The Olympics’ closing ceremony is today in Paris. We’ve had two weeks to dig into, argue about, and rethink how we responded to the opening ceremonies. I want to loop back on my first post, because while the response was spurred by a specific event on a specific day, how we chose to respond and (hopefully) reflected on that response is what we take forward. We can bury our feet and our minds and stick with our first response, or we can ponder if there’s space to grow.
[Spoiler Alert: There is always room to grow.]
At a time when people were coming together to set aside their differences to compete alongside each other, we found ways to divide ourselves. When I think about the boat after boat of athletes, I can consider all the differences. Some I could see. Others I could assume. But individuals from across those boats, in the following days, would share venues, use the same equipment, follow the same routes, fight for the same prizes—despite the differences. Some people wanted to win and had the ability to do so. Others were simply honored to qualify to compete. They wouldn’t make it through qualifying rounds. But they had something in common with medalists: they were and forever will be Olympians.
These Olympians, whether in the spotlight or not, (for the most part) shared living spaces, waited through security lines, wore their required credentials, traded pins, took in the sights of Paris, supported team members, and so on. Once competing, some were quiet, and some cheered on others. Some trash-talked, and others posted on social media. We see them as a group of Olympians.

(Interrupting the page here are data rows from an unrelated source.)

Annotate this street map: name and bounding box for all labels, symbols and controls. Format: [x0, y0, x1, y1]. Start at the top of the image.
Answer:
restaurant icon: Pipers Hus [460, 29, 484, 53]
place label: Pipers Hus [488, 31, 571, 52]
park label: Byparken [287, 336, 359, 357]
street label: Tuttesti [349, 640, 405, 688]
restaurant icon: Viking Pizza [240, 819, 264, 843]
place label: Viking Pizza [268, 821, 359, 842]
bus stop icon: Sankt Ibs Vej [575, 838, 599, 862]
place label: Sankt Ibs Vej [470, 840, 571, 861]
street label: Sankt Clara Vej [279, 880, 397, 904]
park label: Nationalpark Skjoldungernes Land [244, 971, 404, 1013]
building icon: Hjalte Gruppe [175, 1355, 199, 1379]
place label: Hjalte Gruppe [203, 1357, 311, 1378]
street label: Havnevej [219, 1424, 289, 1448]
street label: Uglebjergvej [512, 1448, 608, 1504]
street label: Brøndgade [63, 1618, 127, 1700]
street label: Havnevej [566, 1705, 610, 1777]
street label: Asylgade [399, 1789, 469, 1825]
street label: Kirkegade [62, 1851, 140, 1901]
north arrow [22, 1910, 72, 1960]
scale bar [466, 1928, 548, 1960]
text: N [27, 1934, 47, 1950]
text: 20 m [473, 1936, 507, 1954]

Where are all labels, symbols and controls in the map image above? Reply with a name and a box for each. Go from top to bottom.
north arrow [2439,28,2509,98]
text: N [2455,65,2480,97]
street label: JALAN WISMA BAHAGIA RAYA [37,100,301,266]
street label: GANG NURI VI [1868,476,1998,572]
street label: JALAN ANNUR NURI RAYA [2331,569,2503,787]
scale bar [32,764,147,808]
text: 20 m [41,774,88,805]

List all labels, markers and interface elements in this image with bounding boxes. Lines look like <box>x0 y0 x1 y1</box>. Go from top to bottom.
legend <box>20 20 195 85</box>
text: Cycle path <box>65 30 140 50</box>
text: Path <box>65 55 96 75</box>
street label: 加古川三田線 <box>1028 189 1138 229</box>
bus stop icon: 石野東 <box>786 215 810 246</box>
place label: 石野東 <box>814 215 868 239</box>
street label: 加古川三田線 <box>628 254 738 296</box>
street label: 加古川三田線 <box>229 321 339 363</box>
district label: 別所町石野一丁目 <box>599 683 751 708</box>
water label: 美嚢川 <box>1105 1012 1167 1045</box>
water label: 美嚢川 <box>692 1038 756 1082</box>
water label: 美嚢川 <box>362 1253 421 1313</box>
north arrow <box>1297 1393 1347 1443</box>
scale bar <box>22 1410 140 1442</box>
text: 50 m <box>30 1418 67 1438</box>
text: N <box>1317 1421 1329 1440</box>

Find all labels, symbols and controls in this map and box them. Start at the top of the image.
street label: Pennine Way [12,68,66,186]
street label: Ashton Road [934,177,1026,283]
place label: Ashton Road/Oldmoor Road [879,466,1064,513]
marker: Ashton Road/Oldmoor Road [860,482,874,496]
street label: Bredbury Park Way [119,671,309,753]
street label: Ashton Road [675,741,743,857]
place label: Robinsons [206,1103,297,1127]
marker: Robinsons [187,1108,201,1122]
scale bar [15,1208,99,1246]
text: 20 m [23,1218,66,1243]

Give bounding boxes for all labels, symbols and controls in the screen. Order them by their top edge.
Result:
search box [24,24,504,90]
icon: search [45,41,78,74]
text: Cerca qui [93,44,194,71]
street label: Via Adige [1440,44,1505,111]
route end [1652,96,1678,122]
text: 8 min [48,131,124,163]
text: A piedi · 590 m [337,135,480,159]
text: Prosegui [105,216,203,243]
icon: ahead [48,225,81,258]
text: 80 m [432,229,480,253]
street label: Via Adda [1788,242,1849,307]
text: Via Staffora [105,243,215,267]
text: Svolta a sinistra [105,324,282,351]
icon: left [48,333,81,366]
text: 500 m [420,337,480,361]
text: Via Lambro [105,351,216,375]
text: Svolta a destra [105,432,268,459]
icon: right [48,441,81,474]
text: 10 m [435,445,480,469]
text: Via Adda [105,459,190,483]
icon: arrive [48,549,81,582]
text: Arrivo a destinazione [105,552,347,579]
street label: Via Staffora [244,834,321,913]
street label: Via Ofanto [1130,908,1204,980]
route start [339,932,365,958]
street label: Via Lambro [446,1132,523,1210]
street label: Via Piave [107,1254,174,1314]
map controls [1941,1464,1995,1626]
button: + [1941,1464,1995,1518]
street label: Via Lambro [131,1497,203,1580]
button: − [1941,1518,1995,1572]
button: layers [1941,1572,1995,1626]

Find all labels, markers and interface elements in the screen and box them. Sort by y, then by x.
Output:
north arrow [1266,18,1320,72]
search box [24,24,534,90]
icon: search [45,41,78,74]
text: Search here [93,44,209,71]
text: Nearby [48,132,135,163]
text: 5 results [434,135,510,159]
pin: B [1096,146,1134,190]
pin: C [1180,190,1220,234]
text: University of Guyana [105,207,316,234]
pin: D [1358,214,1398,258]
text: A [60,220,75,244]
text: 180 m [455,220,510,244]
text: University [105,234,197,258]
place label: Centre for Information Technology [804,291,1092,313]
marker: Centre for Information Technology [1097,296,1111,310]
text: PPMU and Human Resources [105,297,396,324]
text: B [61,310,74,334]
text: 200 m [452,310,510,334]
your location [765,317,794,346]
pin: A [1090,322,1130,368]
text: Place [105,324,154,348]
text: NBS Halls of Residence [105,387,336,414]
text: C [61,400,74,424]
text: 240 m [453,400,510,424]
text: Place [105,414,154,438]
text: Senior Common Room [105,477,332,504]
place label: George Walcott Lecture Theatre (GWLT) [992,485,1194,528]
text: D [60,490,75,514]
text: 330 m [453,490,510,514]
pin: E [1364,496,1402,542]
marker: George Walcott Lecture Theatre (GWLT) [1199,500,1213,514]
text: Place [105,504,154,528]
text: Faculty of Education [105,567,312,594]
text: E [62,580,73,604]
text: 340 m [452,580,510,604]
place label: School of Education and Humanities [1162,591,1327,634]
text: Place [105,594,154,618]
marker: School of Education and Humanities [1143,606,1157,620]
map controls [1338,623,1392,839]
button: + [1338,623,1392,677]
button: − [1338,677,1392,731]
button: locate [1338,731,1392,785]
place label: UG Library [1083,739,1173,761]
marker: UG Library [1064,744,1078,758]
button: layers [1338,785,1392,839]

They are part of an exclusive club. And they are individuals.
Most people are not Olympians. We might have dreamed about it at some point in our lives, but we didn’t have the natural ability, support, training access, drive, etc. We still enjoy watching. We appreciate the successes, stories, and efforts. We bring our differences to the table (or to the TV or other device) and enjoy what we have in common. Even when we cheer for different individuals and teams, we are cheering together. We share common ground. We’re not the same. We live differently. We believe differently. But we can share moments.
As we return to our daily lives without the Olympics, will we return to the common response we saw to the opening ceremony?
For the most part, we are standing up and yelling (or posting) to a group who already believes what we believe. We get affirmed, but it is because of the tight circle we have created. We dig the trench around us more deeply. We turn more inward.
Sometimes what we take as a personal offense simply isn’t. It’s someone doing their own life. It’s okay if we don’t agree, if we don’t like it, if we don’t choose it. It’s not our life to live. We can know, or believe we know, what someone is missing, but we can’t force them to value what we do. And we’re not going to be invitational when we’re disrespectfully confrontational. We can and should acknowledge our differences. But our claim of being right can be harsh. It tarnishes the beauty of what we want to share.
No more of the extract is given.